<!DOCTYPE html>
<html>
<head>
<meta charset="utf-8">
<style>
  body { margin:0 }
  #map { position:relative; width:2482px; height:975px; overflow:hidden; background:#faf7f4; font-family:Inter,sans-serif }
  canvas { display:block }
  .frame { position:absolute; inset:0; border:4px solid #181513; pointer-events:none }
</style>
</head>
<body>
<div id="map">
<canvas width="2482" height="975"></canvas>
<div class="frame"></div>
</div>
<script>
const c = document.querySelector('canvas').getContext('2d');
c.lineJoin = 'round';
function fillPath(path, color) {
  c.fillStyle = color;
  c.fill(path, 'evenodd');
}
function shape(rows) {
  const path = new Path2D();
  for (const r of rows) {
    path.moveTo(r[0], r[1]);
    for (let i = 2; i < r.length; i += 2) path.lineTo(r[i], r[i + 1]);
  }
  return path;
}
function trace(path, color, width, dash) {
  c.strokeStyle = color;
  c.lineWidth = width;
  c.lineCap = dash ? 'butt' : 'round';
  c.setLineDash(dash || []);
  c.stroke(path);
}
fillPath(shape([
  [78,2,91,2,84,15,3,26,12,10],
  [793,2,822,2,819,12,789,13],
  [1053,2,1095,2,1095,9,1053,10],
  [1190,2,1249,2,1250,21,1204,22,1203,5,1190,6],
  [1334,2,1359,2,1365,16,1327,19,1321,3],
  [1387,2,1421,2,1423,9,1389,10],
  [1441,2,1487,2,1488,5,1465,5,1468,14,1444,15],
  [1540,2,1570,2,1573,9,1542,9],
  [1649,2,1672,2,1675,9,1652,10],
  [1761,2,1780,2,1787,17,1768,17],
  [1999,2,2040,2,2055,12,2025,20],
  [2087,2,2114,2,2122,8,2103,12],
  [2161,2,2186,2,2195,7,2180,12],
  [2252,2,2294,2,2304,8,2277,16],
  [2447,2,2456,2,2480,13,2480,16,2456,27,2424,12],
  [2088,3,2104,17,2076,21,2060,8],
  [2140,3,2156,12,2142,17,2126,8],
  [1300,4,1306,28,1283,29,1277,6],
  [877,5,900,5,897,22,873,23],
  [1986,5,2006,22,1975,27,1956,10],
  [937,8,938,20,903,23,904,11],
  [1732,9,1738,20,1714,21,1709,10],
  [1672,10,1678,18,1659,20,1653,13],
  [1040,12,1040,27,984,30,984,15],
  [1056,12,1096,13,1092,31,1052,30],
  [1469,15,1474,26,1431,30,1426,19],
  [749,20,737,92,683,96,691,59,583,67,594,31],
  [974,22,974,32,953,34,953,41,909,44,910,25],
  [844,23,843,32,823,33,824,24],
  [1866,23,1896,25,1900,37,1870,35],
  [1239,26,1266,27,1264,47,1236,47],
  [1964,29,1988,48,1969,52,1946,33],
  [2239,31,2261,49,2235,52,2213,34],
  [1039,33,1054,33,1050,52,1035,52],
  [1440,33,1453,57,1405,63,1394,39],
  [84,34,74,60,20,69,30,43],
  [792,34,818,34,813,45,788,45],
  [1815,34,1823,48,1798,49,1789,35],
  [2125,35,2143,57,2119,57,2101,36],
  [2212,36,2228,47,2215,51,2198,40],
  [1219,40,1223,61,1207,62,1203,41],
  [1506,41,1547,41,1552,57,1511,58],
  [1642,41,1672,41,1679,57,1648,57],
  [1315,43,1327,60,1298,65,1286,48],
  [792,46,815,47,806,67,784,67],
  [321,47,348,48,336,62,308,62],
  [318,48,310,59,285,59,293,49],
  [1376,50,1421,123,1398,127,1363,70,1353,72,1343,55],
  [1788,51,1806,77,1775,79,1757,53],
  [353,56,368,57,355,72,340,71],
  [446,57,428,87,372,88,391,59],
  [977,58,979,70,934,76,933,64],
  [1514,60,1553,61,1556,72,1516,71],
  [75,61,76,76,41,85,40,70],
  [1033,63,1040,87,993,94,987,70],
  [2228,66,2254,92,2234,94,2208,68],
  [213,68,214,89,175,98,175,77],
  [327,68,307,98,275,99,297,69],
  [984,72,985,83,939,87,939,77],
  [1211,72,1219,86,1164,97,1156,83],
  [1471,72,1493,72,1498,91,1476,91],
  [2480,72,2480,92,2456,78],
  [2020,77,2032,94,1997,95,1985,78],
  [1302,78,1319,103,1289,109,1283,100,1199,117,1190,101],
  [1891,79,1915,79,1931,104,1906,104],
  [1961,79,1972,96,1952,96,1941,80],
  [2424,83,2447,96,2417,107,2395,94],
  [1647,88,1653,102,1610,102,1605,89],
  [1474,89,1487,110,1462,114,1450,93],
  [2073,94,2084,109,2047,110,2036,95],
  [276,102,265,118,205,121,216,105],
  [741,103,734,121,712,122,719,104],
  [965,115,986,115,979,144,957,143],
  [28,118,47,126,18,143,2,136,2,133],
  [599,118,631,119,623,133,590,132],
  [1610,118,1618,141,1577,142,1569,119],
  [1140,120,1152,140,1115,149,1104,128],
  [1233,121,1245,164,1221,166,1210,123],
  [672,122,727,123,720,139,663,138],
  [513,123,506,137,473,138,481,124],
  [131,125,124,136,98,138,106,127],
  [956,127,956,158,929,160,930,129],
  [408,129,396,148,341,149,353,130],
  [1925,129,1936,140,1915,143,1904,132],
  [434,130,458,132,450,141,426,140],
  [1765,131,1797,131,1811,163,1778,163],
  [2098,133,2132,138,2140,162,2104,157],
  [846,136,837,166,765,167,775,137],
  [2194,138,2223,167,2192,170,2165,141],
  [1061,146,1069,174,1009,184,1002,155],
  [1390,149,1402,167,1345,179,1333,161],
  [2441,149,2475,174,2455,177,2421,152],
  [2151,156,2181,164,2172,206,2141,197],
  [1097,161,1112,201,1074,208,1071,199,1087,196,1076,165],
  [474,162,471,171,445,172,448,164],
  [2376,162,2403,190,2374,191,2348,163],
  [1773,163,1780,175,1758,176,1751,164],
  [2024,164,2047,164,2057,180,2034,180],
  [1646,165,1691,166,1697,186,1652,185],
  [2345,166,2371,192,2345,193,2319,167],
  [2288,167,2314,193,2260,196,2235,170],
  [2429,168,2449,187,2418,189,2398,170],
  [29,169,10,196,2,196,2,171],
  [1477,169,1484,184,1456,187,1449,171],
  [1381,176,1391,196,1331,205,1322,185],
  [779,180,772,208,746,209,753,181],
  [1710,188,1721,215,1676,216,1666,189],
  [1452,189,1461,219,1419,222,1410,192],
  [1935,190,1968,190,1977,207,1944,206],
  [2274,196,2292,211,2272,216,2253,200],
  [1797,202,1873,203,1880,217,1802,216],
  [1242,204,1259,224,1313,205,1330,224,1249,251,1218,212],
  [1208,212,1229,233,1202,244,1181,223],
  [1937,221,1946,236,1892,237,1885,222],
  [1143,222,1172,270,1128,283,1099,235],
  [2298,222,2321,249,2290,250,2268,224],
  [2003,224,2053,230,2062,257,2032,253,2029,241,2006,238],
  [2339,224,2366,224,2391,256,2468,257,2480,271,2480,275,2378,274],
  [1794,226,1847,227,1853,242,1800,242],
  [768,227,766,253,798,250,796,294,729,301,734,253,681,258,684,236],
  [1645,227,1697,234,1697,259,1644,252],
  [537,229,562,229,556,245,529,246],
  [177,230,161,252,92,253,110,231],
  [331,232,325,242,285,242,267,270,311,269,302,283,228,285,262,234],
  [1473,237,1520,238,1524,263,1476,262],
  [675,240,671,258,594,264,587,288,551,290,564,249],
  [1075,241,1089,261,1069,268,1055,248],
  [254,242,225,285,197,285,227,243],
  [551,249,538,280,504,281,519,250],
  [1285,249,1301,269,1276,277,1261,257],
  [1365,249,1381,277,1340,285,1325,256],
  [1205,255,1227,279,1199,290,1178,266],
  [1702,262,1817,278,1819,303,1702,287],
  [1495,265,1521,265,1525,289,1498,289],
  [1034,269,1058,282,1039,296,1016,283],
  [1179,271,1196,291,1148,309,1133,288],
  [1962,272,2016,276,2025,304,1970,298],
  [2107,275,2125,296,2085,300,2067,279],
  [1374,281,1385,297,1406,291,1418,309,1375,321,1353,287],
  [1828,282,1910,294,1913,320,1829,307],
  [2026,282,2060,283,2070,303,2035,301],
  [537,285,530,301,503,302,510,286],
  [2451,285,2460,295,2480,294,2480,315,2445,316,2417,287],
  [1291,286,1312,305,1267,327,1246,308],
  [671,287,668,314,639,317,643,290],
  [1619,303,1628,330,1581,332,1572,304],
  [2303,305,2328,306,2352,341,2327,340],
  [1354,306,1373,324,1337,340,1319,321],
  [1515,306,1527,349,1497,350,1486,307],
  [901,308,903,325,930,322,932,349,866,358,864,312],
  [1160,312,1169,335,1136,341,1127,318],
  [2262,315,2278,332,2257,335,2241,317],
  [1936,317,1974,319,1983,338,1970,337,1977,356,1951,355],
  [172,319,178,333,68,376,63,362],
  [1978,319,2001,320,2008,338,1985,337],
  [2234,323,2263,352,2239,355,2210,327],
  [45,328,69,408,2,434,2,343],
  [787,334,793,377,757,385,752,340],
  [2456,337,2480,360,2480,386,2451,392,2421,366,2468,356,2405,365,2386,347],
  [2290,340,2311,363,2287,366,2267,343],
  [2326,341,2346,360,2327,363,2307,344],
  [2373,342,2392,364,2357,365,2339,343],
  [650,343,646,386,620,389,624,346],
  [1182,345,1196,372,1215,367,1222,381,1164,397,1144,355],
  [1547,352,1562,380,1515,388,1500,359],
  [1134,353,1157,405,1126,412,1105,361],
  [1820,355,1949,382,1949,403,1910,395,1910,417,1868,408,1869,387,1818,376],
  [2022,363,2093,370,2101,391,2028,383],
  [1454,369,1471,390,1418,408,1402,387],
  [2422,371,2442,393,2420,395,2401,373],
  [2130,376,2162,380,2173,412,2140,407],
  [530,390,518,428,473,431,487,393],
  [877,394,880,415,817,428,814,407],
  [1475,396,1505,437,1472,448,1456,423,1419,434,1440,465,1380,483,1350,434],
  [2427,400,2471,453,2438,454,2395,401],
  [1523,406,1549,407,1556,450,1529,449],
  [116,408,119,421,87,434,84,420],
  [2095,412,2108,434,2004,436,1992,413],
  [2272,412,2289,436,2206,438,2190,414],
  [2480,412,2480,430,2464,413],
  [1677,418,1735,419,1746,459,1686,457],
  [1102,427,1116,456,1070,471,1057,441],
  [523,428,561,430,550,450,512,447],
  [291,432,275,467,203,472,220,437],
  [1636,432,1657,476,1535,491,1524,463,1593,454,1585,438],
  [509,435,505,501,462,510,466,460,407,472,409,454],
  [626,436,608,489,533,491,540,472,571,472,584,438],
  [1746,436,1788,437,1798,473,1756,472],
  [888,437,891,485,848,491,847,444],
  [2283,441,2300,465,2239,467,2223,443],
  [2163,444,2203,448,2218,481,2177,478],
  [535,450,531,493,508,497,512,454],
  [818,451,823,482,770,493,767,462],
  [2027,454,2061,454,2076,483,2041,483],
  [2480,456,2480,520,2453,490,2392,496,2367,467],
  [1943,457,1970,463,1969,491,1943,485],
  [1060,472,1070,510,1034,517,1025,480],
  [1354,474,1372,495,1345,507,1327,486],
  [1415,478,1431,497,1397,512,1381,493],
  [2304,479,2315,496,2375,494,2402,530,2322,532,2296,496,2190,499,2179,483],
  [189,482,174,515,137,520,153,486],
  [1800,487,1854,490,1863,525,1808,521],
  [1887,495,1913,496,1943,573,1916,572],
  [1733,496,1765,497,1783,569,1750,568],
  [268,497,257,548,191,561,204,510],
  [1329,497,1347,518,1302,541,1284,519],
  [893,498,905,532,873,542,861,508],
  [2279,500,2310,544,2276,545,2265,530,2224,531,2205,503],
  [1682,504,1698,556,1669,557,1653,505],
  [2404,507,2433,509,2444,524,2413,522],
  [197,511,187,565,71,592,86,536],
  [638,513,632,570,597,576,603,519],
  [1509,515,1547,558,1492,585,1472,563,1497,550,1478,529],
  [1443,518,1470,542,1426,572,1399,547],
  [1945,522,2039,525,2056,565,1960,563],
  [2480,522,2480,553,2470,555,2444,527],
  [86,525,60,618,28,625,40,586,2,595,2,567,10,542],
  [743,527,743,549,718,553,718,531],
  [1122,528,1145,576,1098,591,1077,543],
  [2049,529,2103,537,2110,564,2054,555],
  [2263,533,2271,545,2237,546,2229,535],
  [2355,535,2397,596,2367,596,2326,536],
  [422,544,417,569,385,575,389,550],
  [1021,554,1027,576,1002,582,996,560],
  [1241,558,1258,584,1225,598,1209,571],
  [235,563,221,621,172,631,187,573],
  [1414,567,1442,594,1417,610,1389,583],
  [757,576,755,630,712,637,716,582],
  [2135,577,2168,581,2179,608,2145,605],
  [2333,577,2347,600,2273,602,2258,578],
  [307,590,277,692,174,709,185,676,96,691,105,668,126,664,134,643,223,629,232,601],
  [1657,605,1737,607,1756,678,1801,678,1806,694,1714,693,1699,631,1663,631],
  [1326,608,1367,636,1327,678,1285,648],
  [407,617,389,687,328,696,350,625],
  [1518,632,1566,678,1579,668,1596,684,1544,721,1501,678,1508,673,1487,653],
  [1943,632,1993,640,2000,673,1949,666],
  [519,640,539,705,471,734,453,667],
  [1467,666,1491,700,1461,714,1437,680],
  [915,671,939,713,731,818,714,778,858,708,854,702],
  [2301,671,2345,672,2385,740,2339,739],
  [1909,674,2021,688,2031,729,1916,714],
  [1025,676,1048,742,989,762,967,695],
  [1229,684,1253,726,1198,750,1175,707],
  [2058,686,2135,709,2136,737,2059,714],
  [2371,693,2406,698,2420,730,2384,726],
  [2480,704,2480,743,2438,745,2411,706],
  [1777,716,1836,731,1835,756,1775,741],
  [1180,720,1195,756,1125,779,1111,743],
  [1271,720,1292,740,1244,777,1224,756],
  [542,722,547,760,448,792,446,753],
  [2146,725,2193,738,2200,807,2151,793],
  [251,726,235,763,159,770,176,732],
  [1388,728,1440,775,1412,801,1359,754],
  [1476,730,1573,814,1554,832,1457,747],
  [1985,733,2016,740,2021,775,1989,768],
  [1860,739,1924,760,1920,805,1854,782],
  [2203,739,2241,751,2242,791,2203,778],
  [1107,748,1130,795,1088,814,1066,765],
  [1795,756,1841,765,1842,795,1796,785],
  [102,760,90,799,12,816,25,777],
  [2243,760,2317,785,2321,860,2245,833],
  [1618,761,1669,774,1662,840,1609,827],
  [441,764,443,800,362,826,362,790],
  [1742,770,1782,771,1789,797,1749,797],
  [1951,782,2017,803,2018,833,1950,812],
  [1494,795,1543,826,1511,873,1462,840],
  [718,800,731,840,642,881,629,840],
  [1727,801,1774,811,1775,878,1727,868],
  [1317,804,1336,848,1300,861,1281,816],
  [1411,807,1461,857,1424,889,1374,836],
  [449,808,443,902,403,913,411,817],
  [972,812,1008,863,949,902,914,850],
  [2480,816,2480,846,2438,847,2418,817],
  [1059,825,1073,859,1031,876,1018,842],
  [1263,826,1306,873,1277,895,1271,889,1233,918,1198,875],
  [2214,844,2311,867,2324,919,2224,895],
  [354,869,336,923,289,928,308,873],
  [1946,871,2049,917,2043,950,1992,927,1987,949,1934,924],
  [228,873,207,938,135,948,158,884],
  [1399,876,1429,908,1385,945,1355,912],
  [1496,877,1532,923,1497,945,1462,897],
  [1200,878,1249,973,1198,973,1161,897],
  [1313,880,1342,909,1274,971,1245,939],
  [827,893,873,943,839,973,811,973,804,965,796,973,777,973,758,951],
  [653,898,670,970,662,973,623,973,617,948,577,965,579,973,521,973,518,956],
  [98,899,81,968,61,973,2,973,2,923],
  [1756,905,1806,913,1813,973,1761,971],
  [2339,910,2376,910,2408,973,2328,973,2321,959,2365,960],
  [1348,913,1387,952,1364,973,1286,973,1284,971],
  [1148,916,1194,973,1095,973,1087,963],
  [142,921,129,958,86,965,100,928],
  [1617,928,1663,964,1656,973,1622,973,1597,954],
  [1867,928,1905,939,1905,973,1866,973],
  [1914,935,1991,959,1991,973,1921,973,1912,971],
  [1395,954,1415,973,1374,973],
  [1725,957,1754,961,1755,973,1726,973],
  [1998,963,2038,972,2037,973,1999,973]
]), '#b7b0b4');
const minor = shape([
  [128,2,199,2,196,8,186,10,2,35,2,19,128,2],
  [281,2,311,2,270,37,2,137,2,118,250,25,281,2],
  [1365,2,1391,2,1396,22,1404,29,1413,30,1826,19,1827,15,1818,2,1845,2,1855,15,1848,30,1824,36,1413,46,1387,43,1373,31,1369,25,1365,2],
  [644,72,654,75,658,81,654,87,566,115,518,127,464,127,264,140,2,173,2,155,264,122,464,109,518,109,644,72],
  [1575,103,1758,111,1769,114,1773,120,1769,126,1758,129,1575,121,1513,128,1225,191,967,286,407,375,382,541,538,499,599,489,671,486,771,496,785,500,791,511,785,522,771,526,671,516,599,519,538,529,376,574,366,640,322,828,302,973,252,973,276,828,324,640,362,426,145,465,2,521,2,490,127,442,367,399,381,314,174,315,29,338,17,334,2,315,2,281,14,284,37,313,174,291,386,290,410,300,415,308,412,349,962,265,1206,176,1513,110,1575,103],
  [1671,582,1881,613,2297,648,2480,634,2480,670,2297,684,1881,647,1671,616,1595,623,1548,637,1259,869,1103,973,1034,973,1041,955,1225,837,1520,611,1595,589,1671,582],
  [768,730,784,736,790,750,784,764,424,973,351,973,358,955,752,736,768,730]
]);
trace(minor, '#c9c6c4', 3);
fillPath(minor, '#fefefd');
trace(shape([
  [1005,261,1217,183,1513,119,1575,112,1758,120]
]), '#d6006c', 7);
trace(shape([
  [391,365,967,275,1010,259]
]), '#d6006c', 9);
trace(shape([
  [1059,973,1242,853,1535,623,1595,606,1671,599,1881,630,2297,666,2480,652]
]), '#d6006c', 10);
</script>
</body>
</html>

—————

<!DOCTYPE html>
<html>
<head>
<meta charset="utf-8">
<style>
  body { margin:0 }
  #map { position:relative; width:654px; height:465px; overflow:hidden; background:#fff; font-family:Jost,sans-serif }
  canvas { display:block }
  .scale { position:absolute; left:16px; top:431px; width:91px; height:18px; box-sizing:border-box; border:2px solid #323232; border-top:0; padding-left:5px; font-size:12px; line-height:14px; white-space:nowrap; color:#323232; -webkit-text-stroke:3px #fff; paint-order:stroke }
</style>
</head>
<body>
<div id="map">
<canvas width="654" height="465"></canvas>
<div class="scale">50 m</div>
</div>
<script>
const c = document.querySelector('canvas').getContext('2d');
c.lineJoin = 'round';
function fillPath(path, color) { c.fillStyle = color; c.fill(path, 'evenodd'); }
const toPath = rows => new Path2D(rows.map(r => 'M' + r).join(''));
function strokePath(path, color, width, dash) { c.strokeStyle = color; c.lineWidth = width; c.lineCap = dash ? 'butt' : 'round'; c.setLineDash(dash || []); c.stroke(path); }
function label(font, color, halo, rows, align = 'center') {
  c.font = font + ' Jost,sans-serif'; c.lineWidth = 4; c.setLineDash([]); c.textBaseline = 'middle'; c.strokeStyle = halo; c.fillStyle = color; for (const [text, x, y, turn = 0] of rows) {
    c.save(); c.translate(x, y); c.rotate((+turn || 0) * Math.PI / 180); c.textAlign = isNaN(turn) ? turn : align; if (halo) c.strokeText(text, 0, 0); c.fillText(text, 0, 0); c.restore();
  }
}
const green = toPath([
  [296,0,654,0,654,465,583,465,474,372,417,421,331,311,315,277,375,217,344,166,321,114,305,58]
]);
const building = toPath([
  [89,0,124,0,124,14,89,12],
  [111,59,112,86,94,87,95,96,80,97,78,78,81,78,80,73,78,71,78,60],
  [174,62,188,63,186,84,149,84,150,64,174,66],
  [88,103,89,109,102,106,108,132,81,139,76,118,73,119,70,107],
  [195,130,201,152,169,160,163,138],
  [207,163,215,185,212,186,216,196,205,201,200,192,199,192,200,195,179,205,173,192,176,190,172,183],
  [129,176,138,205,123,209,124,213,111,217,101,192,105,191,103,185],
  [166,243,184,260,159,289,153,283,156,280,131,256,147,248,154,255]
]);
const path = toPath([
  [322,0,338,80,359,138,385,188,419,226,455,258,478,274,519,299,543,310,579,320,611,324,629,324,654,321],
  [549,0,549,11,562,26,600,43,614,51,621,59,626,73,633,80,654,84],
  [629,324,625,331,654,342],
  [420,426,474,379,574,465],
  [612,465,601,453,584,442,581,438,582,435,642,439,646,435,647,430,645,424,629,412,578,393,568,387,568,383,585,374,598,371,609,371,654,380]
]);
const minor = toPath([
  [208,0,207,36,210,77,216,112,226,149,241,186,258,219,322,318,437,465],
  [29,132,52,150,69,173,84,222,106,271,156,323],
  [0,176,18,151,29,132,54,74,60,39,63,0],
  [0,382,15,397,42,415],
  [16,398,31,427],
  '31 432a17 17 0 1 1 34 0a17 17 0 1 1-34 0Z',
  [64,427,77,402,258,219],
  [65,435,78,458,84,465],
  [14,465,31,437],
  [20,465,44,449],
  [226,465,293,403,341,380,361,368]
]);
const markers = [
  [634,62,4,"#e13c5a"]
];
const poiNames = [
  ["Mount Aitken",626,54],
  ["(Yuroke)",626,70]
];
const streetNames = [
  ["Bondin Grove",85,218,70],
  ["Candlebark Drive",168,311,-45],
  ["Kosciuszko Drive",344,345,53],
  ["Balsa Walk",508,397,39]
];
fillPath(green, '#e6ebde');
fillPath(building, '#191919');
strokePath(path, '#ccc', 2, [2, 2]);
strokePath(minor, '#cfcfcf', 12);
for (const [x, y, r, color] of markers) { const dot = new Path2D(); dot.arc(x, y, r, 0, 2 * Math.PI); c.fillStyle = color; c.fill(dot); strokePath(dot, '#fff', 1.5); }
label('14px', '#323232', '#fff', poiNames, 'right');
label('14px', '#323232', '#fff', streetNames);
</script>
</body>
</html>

—————

• [Task goal] Look through the data above for the string "butt" and copy every line where it appears.

• [Exercise solution]
  c.lineCap = dash ? 'butt' : 'round';
function strokePath(path, color, width, dash) { c.strokeStyle = color; c.lineWidth = width; c.lineCap = dash ? 'butt' : 'round'; c.setLineDash(dash || []); c.stroke(path); }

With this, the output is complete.